◆ Exercise inputs
/---
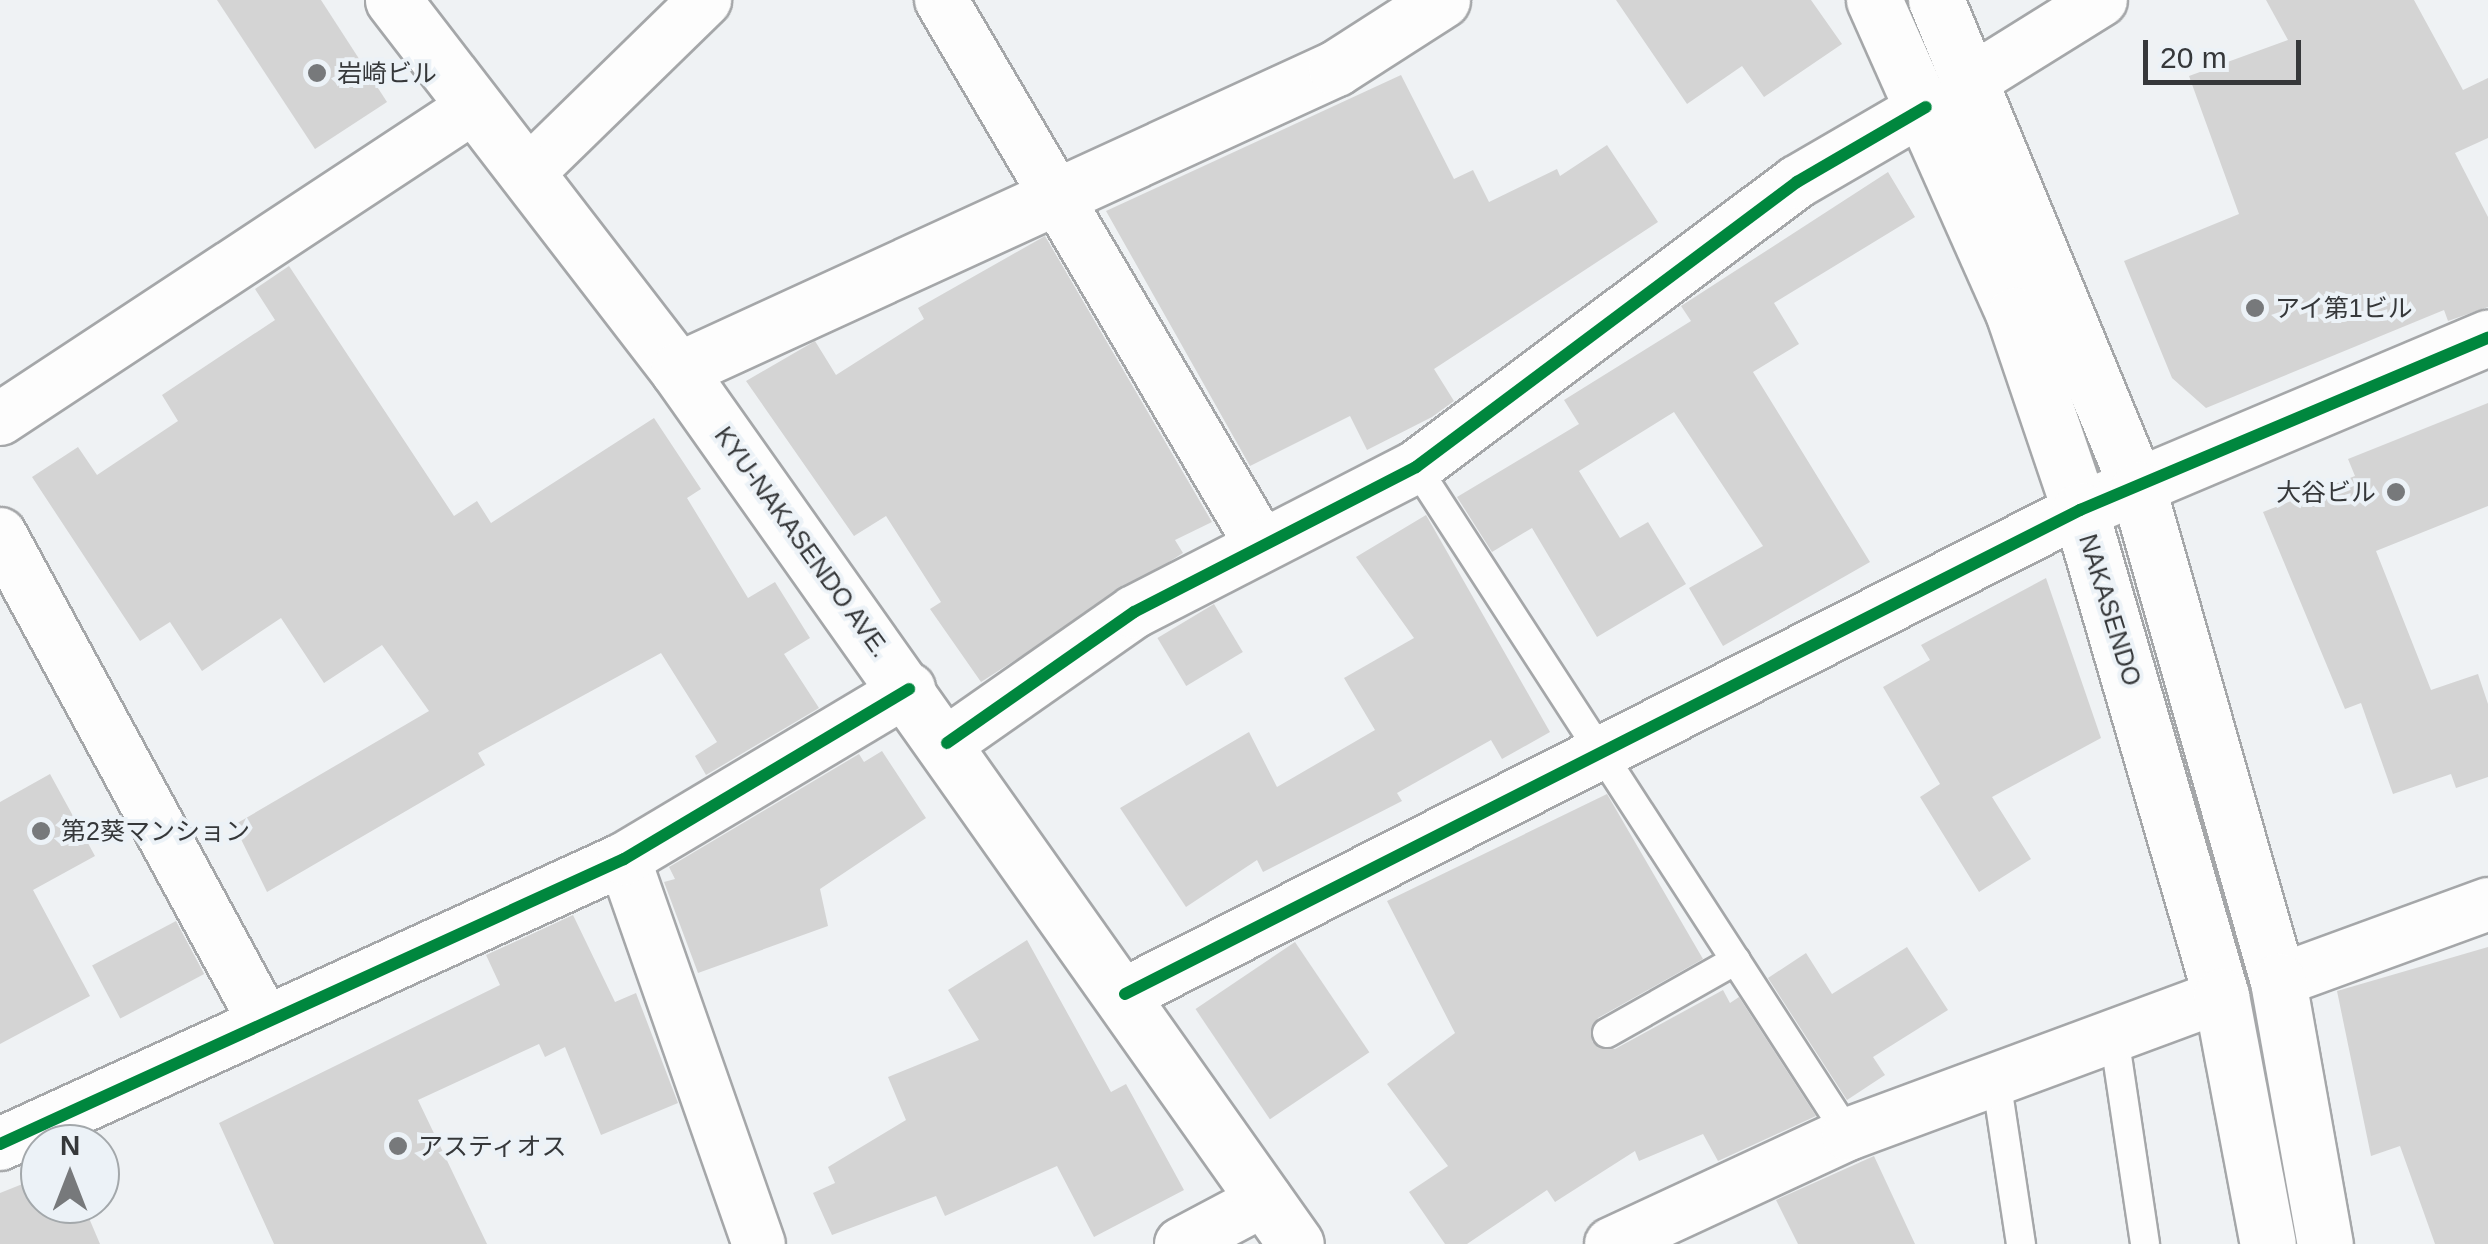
<!DOCTYPE html>
<meta charset="utf-8">
<style>
body{margin:0}
#map{position:relative;width:2488px;height:1244px;overflow:hidden;background:#eff2f4;font-family:Helvetica,"Noto Sans JP",sans-serif}
div>[style]{position:absolute}
.building>*{inset:0;background:#d4d4d4;transform-origin:0 0}
.roads{filter:drop-shadow(2px 0 #a5a7a9) drop-shadow(-2px 0 #a5a7a9) drop-shadow(0 2px #a5a7a9) drop-shadow(0 -2px #a5a7a9)}
.lane>*{height:28px;margin:-14px;padding:0 14px;transform-origin:14px;border-radius:14px;background:#fdfdfd}
.street>*{height:52px;margin:-26px;padding:0 26px;transform-origin:26px;border-radius:26px;background:#fdfdfd}
.secondary>*{height:55px;margin:-27.5px;padding:0 27.5px;transform-origin:27.5px;border-radius:27.5px;background:#fdfdfd}
.highway>*{height:55px;margin:-27.5px;padding:0 27.5px;transform-origin:27.5px;border-radius:27.5px;background:#fdfdfd}
.cycleway>*{height:12px;margin:-6px;padding:0 6px;transform-origin:6px;border-radius:6px;background:#00873e}
.dots>*{width:28px;height:28px;translate:-50% -50%;box-sizing:border-box;border:5px solid #ecf2f7;border-radius:50%}
span{translate:-50% -50%;white-space:nowrap;text-align:center;line-height:1.15;-webkit-text-stroke:8px #ecf2f7;paint-order:stroke}
.poi-label{font-size:25px;color:#36383a}
.left{translate:0 -50%;text-align:left}
.right{translate:-100% -50%;text-align:right}
.street-label{font-size:25px;color:#36383a}
.north{position:absolute;left:20px;top:1124px;width:100px;height:100px;box-sizing:border-box;background:#ecf2f7;border:2px solid #a3a8ab;border-radius:50%;rotate:0deg;font-size:28px;font-weight:700;line-height:40px;text-align:center;color:#36383a}
.north::after{content:'';display:block;margin:auto;width:35px;height:45px;background:#77797b;clip-path:polygon(50% 0,100% 100%,50% 72%,0 100%)}
.scale{position:absolute;left:2143px;top:40px;width:158px;height:45px;box-sizing:border-box;border:5px solid #36383a;border-top:0;padding-left:12px;font-size:30px;line-height:35px;white-space:nowrap;color:#36383a;-webkit-text-stroke:8px #ecf2f7;paint-order:stroke}
</style>
<div id="map">
<div class="building">
<i style="clip-path:polygon(217px 0,321px 0,387px 102px,315px 149px)"></i>
<i style="clip-path:polygon(1616px 0,1811px 0,1842px 44px,1764px 97px,1742px 66px,1687px 104px)"></i>
<i style="clip-path:polygon(2266px 0,2414px 0,2463px 90px,2488px 78px,2488px 138px,2455px 153px,2488px 217px,2488px 307px,2448px 321px,2444px 310px,2206px 408px,2172px 378px,2124px 261px,2239px 214px,2189px 76px,2288px 40px)"></i>
<i style="clip-path:polygon(1401px 75px,1454px 179px,1473px 170px,1489px 202px,1557px 169px,1560px 176px,1607px 145px,1658px 222px,1434px 369px,1454px 401px,1432px 417px,1367px 450px,1350px 416px,1250px 466px,1106px 211px)"></i>
<i style="clip-path:polygon(1888px 172px,1915px 217px,1774px 303px,1799px 344px,1753px 372px,1870px 562px,1723px 646px,1689px 588px,1763px 546px,1674px 412px,1579px 471px,1620px 538px,1648px 522px,1686px 584px,1597px 637px,1532px 528px,1492px 552px,1457px 497px,1579px 424px,1564px 400px,1691px 321px,1681px 306px)"></i>
<i style="clip-path:polygon(1045px 236px,1212px 522px,1175px 540px,1183px 553px,981px 682px,930px 609px,941px 602px,886px 516px,854px 536px,746px 381px,815px 341px,836px 375px,924px 319px,918px 308px)"></i>
<i style="clip-path:polygon(289px 266px,454px 516px,477px 501px,491px 523px,654px 418px,701px 489px,687px 498px,748px 598px,775px 582px,810px 638px,784px 654px,819px 708px,706px 775px,695px 756px,717px 742px,661px 653px,478px 753px,485px 765px,267px 892px,234px 825px,429px 711px,382px 645px,324px 683px,281px 618px,202px 671px,170px 622px,140px 641px,32px 477px,78px 447px,97px 475px,178px 421px,162px 395px,275px 320px,255px 289px)"></i>
<i style="clip-path:polygon(2488px 403px,2488px 506px,2376px 551px,2431px 690px,2478px 674px,2488px 704px,2488px 777px,2456px 788px,2451px 774px,2393px 794px,2361px 703px,2345px 709px,2263px 512px,2355px 476px,2348px 459px)"></i>
<i style="clip-path:polygon(1426px 515px,1550px 732px,1502px 759px,1491px 740px,1397px 793px,1402px 801px,1263px 872px,1257px 860px,1186px 907px,1120px 808px,1249px 732px,1277px 787px,1375px 730px,1344px 678px,1414px 638px,1356px 557px)"></i>
<i style="clip-path:polygon(2046px 578px,2101px 738px,1992px 797px,2031px 859px,1979px 892px,1920px 797px,1940px 784px,1883px 687px,1930px 660px,1921px 645px)"></i>
<i style="left:1214px;top:604px;width:56px;height:66px;rotate:59deg"></i>
<i style="clip-path:polygon(882px 751px,926px 818px,820px 889px,828px 926px,698px 973px,664px 882px,675px 879px,669px 867px,859px 754px,864px 762px)"></i>
<i style="clip-path:polygon(50px 774px,95px 856px,33px 890px,90px 996px,0 1044px,0 802px)"></i>
<i style="clip-path:polygon(1607px 794px,1703px 959px,1598px 1018px,1592px 1042px,1615px 1049px,1723px 990px,1730px 1003px,1739px 997px,1816px 1116px,1718px 1161px,1703px 1134px,1639px 1161px,1635px 1151px,1555px 1202px,1547px 1190px,1467px 1244px,1445px 1244px,1409px 1192px,1448px 1166px,1387px 1084px,1455px 1033px,1387px 901px)"></i>
<i style="clip-path:polygon(573px 915px,615px 1002px,636px 993px,678px 1103px,601px 1135px,565px 1047px,545px 1057px,539px 1044px,418px 1100px,487px 1244px,274px 1244px,219px 1123px,500px 985px,486px 955px)"></i>
<i style="left:176px;top:921px;width:60px;height:95px;rotate:62deg"></i>
<i style="clip-path:polygon(1027px 940px,1111px 1092px,1126px 1084px,1184px 1190px,1094px 1237px,1057px 1166px,945px 1216px,936px 1196px,832px 1235px,813px 1193px,835px 1183px,828px 1167px,906px 1120px,888px 1077px,979px 1040px,948px 990px)"></i>
<i style="left:1295px;top:942px;width:133px;height:120px;rotate:56deg"></i>
<i style="clip-path:polygon(1907px 947px,1948px 1010px,1873px 1057px,1885px 1075px,1847px 1100px,1768px 978px,1806px 953px,1832px 994px)"></i>
<i style="clip-path:polygon(2488px 947px,2488px 1244px,2435px 1244px,2400px 1146px,2371px 1156px,2337px 991px)"></i>
<i style="clip-path:polygon(1874px 1156px,1915px 1244px,1798px 1244px,1776px 1200px)"></i>
<i style="clip-path:polygon(40px 1177px,40px 1204px,83px 1204px,100px 1244px,0 1244px,0 1193px)"></i>
</div>
<div class="roads">
<div class="lane">
<i style="left:1416px;top:467px;width:795px;rotate:57.07deg"></i>
<i style="left:1607px;top:1033px;width:148px;rotate:-29.5deg"></i>
<i style="left:2114px;top:1036px;width:210px;rotate:81.5deg"></i>
<i style="left:1996px;top:1079px;width:167px;rotate:81.4deg"></i>
</div>
<div class="street">
<i style="left:941px;top:0;width:630px;rotate:59.57deg"></i>
<i style="left:1971px;top:81px;width:153px;rotate:-31.9deg"></i>
<i style="left:529px;top:172px;width:246px;rotate:-44.3deg"></i>
<i style="left:0;top:419px;width:569px;rotate:-33.38deg"></i>
<i style="left:0;top:534px;width:549px;rotate:61.52deg"></i>
<i style="left:947px;top:743px;width:228px;rotate:-35deg"></i>
<i style="left:1134px;top:612px;width:317px;rotate:-27.2deg"></i>
<i style="left:1416px;top:467px;width:476px;rotate:-36.8deg"></i>
<i style="left:1797px;top:182px;width:149px;rotate:-30.2deg"></i>
<i style="left:624px;top:859px;width:408px;rotate:70.7deg"></i>
<i style="left:2278px;top:981px;width:224px;rotate:-20.1deg"></i>
<i style="left:1125px;top:994px;width:1071px;rotate:-26.88deg"></i>
<i style="left:0;top:1144px;width:686px;rotate:-24.55deg"></i>
<i style="left:624px;top:859px;width:332px;rotate:-30.8deg"></i>
<i style="left:1181px;top:1244px;width:96px;rotate:-27.9deg"></i>
<i style="left:1611px;top:1244px;width:261px;rotate:-24.9deg"></i>
<i style="left:1848px;top:1134px;width:398px;rotate:-20.3deg"></i>
</div>
<div class="secondary">
<i style="left:393px;top:0;width:467px;rotate:52.4deg"></i>
<i style="left:678px;top:370px;width:1070px;rotate:54.74deg"></i>
<i style="left:678px;top:370px;width:724px;rotate:-24.65deg"></i>
<i style="left:1336px;top:68px;width:126px;rotate:-32.7deg"></i>
<i style="left:2080px;top:510px;width:443px;rotate:-22.9deg"></i>
</div>
<div class="highway">
<i style="left:1874px;top:0;width:345px;rotate:66deg"></i>
<i style="left:2014px;top:315px;width:206px;rotate:71.3deg"></i>
<i style="left:2080px;top:510px;width:506px;rotate:73.82deg"></i>
<i style="left:2221px;top:996px;width:252px;rotate:79.3deg"></i>
<i style="left:1936px;top:0;width:529px;rotate:67.56deg"></i>
<i style="left:2138px;top:489px;width:512px;rotate:74.12deg"></i>
<i style="left:2278px;top:981px;width:267px;rotate:79.9deg"></i>
</div>
</div>
<div class="cycleway">
<i style="left:947px;top:743px;width:228px;rotate:-35deg"></i>
<i style="left:1134px;top:612px;width:317px;rotate:-27.2deg"></i>
<i style="left:1416px;top:467px;width:476px;rotate:-36.8deg"></i>
<i style="left:1797px;top:182px;width:149px;rotate:-30.2deg"></i>
<i style="left:1125px;top:994px;width:1071px;rotate:-26.88deg"></i>
<i style="left:2080px;top:510px;width:443px;rotate:-22.9deg"></i>
<i style="left:0;top:1144px;width:686px;rotate:-24.55deg"></i>
<i style="left:624px;top:859px;width:332px;rotate:-30.8deg"></i>
</div>
<div class="dots">
<i style="left:317px;top:73px;background:#77797b"></i>
<i style="left:2255px;top:308px;background:#77797b"></i>
<i style="left:2396px;top:492px;background:#77797b"></i>
<i style="left:41px;top:831px;background:#77797b"></i>
<i style="left:398px;top:1146px;background:#77797b"></i>
</div>
<div class="poi-label">
<span class="left" style="left:337px;top:73px">岩崎ビル</span>
<span class="left" style="left:2275px;top:308px">アイ第1ビル</span>
<span class="right" style="left:2376px;top:492px">大谷ビル</span>
<span class="left" style="left:61px;top:831px">第2葵マンション</span>
<span class="left" style="left:418px;top:1146px">アスティオス</span>
</div>
<div class="street-label">
<span style="left:802px;top:542px;rotate:54deg">KYU-NAKASENDO AVE.</span>
<span style="left:2110px;top:610px;rotate:73deg">NAKASENDO</span>
</div>
<div class="north">N</div>
<div class="scale">20 m</div>
</div>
\---
◆ Exercise details
Where a line of the listing holds the string "street", copy that line.

◆ Written solution
.street>*{height:52px;margin:-26px;padding:0 26px;transform-origin:26px;border-radius:26px;background:#fdfdfd}
.street-label{font-size:25px;color:#36383a}
<div class="street">
<div class="street-label">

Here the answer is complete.